Assignment. Retype the entries exactly, keeping every line intact.

Stored data entries
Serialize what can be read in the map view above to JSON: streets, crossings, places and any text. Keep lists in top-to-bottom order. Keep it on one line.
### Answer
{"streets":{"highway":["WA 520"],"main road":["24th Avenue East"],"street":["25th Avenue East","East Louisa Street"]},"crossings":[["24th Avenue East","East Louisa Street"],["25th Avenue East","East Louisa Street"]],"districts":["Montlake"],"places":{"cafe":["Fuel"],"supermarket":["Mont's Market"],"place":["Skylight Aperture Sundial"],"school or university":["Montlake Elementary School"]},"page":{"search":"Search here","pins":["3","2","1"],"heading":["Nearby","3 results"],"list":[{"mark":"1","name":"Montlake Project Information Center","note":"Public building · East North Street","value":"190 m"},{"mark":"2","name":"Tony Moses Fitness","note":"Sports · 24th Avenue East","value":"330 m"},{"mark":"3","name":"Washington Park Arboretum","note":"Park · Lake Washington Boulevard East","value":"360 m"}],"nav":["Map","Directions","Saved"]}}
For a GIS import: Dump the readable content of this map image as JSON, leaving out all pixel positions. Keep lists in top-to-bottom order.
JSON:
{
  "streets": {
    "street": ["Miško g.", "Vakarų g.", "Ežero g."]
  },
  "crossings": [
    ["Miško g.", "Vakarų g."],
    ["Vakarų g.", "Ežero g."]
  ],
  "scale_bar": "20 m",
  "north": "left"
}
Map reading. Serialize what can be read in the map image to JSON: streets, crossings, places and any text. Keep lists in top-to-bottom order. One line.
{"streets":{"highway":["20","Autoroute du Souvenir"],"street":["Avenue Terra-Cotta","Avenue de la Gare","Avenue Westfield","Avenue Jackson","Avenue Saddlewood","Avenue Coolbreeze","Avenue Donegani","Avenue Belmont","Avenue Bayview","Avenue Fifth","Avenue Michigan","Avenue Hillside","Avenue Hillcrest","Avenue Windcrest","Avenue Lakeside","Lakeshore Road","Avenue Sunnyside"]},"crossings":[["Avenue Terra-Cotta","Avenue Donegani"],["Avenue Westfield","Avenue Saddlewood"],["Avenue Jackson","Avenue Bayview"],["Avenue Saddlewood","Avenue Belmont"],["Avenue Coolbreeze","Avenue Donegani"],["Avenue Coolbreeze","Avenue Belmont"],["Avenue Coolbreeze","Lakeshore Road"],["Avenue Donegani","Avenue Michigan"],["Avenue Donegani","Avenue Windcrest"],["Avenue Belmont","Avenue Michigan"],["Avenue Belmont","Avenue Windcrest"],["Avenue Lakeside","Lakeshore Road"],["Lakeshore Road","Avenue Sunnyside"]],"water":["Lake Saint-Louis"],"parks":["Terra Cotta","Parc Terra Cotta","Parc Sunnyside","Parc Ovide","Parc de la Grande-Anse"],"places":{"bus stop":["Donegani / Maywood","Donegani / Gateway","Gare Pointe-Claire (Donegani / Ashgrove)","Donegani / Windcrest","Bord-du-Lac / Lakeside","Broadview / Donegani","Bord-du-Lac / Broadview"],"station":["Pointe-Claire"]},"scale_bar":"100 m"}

Task response.
Serialize what can be read in the map view above to JSON: streets, crossings, places and any text. Keep lists in top-to-bottom order. Keep it on one line.
### Answer
{"streets":{"highway":["WA 520"],"main road":["24th Avenue East"],"street":["25th Avenue East","East Louisa Street"]},"crossings":[["24th Avenue East","East Louisa Street"],["25th Avenue East","East Louisa Street"]],"districts":["Montlake"],"places":{"cafe":["Fuel"],"supermarket":["Mont's Market"],"place":["Skylight Aperture Sundial"],"school or university":["Montlake Elementary School"]},"page":{"search":"Search here","pins":["3","2","1"],"heading":["Nearby","3 results"],"list":[{"mark":"1","name":"Montlake Project Information Center","note":"Public building · East North Street","value":"190 m"},{"mark":"2","name":"Tony Moses Fitness","note":"Sports · 24th Avenue East","value":"330 m"},{"mark":"3","name":"Washington Park Arboretum","note":"Park · Lake Washington Boulevard East","value":"360 m"}],"nav":["Map","Directions","Saved"]}}
For a GIS import: Dump the readable content of this map image as JSON, leaving out all pixel positions. Keep lists in top-to-bottom order.
JSON:
{
  "streets": {
    "street": ["Miško g.", "Vakarų g.", "Ežero g."]
  },
  "crossings": [
    ["Miško g.", "Vakarų g."],
    ["Vakarų g.", "Ežero g."]
  ],
  "scale_bar": "20 m",
  "north": "left"
}
Map reading. Serialize what can be read in the map image to JSON: streets, crossings, places and any text. Keep lists in top-to-bottom order. One line.
{"streets":{"highway":["20","Autoroute du Souvenir"],"street":["Avenue Terra-Cotta","Avenue de la Gare","Avenue Westfield","Avenue Jackson","Avenue Saddlewood","Avenue Coolbreeze","Avenue Donegani","Avenue Belmont","Avenue Bayview","Avenue Fifth","Avenue Michigan","Avenue Hillside","Avenue Hillcrest","Avenue Windcrest","Avenue Lakeside","Lakeshore Road","Avenue Sunnyside"]},"crossings":[["Avenue Terra-Cotta","Avenue Donegani"],["Avenue Westfield","Avenue Saddlewood"],["Avenue Jackson","Avenue Bayview"],["Avenue Saddlewood","Avenue Belmont"],["Avenue Coolbreeze","Avenue Donegani"],["Avenue Coolbreeze","Avenue Belmont"],["Avenue Coolbreeze","Lakeshore Road"],["Avenue Donegani","Avenue Michigan"],["Avenue Donegani","Avenue Windcrest"],["Avenue Belmont","Avenue Michigan"],["Avenue Belmont","Avenue Windcrest"],["Avenue Lakeside","Lakeshore Road"],["Lakeshore Road","Avenue Sunnyside"]],"water":["Lake Saint-Louis"],"parks":["Terra Cotta","Parc Terra Cotta","Parc Sunnyside","Parc Ovide","Parc de la Grande-Anse"],"places":{"bus stop":["Donegani / Maywood","Donegani / Gateway","Gare Pointe-Claire (Donegani / Ashgrove)","Donegani / Windcrest","Bord-du-Lac / Lakeside","Broadview / Donegani","Bord-du-Lac / Broadview"],"station":["Pointe-Claire"]},"scale_bar":"100 m"}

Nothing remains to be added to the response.